Elizabeth sat and waved Dr. Dee back to his chair. Minuette sat next to her, uncharacteristically silent. She had been less than enthusiastic about this idea, which surprised Elizabeth. Usually Minuette was the first to embrace the new and entertaining.
Upon examination, John Dee looked like many a scholar or clerk, with his neatly pointed beard and unostentatious clothing. His eyes were deep and thoughtful and steady and he met her gaze without flinching. She liked those who were not cringingly cowed by her—but best not let him take too many liberties.
“Dr. Dee,” she said, looking significantly at the leather portfolio that lay between them on the table, “you are aware that it is treason to tell a king’s future.”
An irrelevant point. It was William who had commanded this private audience, William who had run with the idea of seeing what lay in his stars. Her brother was afraid of nothing, certainly not his future. But casting charts was legally forbidden for royalty, as it might be used as a pretext for rebellion.
Dr. Dee was no fool to fall into such an easy trap. “I do not foretell the future, Your Highness. I interpret the heavens, which is to say, I translate a very little of what God himself has laid in store. And what could God have in store for our good king but glory?”
Would he lie? Elizabeth wondered. She didn’t think he was an open fraud—even if Northumberland would fall for that, Robert Dudley certainly wouldn’t. But it took subtlety to tell a king what he did not wish to hear without making him angry. How much would Dee avoid saying? Or was William truly charmed, with a lifetime of good fortune inscribed indelibly in the heavens?
The door was shoved wide and William strode in, a little the better for good cheer, followed by Dominic dressed in all black and looking more than ever like a shadow ready to wrest the monarch from danger at any moment.
William went straight to Minuette. Bending low over her chair, he kissed her hand in a lingering and proprietary fashion. Just before it would become uncomfortable for the rest of them, he released her and turned to the visitor.
“Dee!” he said. “Welcome to court. We are always glad to reward those who are useful to us.”
No one could have missed the subtext, thought Elizabeth.
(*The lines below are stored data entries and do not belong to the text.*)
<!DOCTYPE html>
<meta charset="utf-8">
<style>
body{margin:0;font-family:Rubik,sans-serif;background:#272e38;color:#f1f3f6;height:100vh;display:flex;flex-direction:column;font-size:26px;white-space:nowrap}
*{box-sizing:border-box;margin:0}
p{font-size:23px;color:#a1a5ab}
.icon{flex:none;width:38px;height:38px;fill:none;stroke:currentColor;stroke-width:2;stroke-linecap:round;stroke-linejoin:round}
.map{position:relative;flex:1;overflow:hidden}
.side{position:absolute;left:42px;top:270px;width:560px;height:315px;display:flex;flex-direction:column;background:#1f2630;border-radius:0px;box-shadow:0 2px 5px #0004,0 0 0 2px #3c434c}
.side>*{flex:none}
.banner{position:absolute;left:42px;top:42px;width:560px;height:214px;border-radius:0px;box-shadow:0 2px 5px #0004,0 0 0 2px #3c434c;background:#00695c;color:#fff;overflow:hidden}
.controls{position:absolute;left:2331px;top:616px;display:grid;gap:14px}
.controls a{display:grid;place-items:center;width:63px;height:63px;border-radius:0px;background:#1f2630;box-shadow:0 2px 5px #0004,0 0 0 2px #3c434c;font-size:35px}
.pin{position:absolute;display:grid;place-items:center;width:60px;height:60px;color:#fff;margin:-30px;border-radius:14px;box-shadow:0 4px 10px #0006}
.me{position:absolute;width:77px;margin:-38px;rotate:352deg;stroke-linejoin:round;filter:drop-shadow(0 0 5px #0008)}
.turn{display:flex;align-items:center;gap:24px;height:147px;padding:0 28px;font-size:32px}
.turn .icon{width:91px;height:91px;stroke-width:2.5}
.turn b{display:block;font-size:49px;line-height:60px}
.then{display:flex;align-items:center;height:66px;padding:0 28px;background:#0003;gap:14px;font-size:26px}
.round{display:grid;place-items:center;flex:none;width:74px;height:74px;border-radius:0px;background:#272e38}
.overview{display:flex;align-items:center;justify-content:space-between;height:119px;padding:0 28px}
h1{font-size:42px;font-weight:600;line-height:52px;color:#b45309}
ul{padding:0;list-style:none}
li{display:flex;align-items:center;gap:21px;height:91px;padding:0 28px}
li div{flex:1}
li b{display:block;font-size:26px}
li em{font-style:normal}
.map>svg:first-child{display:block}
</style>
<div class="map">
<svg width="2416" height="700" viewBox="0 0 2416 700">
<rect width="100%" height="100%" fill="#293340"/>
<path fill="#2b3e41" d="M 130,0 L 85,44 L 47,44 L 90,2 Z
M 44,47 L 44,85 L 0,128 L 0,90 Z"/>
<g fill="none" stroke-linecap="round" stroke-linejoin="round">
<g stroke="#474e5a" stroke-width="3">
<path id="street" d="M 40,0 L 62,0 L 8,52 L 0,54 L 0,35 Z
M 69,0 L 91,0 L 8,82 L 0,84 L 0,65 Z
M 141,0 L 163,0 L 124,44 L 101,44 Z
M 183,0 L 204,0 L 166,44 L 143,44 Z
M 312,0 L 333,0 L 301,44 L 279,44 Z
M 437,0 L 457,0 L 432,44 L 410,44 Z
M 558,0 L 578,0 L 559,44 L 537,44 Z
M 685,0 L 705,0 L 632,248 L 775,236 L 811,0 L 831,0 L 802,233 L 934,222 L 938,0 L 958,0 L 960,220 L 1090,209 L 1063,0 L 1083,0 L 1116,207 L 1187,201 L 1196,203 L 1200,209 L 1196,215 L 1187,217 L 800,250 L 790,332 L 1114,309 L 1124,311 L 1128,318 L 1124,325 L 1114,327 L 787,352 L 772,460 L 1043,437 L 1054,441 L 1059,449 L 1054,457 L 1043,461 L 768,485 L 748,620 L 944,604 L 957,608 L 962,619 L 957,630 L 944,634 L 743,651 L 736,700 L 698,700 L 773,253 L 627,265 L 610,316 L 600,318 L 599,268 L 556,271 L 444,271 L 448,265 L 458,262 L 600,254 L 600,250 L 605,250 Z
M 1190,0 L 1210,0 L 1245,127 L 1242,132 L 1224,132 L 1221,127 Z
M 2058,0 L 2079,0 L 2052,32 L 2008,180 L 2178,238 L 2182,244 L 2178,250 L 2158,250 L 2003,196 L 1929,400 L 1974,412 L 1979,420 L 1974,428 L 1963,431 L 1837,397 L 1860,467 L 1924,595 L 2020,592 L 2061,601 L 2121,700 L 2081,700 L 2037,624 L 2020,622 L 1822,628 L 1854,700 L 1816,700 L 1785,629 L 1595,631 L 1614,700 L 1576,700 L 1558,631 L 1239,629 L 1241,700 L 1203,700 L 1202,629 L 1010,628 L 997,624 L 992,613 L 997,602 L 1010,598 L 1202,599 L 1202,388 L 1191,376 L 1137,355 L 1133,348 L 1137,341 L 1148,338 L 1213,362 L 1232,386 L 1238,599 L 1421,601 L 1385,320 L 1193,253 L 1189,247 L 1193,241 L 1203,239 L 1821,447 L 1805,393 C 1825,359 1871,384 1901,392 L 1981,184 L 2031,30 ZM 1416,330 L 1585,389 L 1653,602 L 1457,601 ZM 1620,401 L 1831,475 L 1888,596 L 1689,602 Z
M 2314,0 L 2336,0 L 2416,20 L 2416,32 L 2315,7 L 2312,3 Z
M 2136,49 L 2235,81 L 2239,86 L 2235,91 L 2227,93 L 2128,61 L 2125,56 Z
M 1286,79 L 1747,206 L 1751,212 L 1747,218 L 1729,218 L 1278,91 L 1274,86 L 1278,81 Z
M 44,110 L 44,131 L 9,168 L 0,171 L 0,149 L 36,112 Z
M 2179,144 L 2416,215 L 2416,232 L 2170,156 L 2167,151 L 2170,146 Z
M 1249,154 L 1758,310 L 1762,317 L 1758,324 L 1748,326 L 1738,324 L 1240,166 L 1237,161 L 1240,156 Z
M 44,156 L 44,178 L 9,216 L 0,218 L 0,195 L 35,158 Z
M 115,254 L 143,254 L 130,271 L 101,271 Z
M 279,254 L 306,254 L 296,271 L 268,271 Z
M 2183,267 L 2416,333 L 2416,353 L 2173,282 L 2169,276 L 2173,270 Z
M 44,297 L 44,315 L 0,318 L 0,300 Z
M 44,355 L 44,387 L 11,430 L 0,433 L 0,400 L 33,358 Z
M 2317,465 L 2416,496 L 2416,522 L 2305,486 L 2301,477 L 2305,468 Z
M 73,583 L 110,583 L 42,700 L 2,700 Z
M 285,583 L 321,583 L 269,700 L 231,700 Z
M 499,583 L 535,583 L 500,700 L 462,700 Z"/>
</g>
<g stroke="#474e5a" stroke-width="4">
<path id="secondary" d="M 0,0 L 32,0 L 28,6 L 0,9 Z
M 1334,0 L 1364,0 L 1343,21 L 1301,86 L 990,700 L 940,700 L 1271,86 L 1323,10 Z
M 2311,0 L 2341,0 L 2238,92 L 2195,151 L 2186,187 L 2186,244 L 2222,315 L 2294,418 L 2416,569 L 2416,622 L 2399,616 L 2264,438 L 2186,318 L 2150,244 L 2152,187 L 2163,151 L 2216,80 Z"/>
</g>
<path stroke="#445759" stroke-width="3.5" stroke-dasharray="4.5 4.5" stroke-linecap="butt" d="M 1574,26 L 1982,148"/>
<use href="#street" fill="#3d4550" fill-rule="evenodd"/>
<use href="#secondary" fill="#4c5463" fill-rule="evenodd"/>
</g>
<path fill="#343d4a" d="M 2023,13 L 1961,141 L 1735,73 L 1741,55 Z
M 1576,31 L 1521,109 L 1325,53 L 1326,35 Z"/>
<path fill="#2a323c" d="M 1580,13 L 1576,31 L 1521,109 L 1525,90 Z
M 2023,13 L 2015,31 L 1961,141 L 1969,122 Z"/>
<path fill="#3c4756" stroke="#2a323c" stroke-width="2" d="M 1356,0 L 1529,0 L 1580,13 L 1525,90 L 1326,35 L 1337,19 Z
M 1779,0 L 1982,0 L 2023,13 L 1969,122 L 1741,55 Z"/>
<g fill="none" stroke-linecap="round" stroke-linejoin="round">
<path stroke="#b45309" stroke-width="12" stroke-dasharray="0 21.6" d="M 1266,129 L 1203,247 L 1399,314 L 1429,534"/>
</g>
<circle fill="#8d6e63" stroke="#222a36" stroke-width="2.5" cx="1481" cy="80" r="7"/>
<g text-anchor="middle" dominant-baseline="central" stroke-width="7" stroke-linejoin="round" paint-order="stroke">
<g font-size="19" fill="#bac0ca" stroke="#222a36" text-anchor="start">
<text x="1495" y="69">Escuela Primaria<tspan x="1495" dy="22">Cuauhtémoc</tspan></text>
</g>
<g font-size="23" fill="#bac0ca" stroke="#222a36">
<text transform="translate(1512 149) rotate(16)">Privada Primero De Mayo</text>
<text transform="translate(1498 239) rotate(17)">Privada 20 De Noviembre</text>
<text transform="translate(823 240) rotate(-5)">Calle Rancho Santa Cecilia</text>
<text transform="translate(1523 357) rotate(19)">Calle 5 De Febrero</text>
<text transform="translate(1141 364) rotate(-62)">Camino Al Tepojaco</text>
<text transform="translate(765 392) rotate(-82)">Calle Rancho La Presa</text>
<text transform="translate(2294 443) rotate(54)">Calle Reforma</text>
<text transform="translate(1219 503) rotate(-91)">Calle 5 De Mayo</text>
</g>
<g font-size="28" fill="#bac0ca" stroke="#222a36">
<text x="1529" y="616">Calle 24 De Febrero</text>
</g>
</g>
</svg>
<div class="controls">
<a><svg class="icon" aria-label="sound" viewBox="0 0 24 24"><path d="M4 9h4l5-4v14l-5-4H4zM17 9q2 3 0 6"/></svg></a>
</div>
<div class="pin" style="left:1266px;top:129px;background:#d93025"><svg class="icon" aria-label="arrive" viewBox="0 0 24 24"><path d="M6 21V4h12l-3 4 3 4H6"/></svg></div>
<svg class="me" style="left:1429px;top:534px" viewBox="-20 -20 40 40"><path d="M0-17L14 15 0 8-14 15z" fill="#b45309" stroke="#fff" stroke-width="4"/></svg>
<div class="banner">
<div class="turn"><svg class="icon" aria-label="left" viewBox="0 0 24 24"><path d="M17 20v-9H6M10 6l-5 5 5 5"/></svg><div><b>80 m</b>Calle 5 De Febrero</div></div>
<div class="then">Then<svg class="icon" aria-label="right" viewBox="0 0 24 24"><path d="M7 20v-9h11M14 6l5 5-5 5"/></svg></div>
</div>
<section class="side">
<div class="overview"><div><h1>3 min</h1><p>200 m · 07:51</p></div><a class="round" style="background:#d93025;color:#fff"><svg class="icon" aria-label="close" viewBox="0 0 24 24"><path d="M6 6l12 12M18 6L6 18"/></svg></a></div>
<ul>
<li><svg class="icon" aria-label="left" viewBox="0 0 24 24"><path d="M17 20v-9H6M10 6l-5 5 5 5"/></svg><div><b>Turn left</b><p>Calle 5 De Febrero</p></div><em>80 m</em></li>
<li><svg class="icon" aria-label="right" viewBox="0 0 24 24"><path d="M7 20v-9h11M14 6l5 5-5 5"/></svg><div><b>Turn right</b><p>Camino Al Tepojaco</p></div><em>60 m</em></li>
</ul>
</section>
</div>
Tell me what I want to hear, and you’ll be rewarded.
Minuette had brightened with the men’s entrance. “Isn’t this thrilling, to discover what our futures hold in store?” She smiled at William (who laughed), then at Dominic (who did not). “Who is to be first?” she asked.
William dropped into the chair next to hers. “You, sweetling, if you wish. What better way to begin, then, with the stars of the brightest woman at court?”
Elizabeth caught the look that John Dee shot at William before dropping his eyes discreetly. Damn, she thought. He may be young, but he is no fool. And that’s all we need—someone leaking word of how Will behaves with Minuette in private.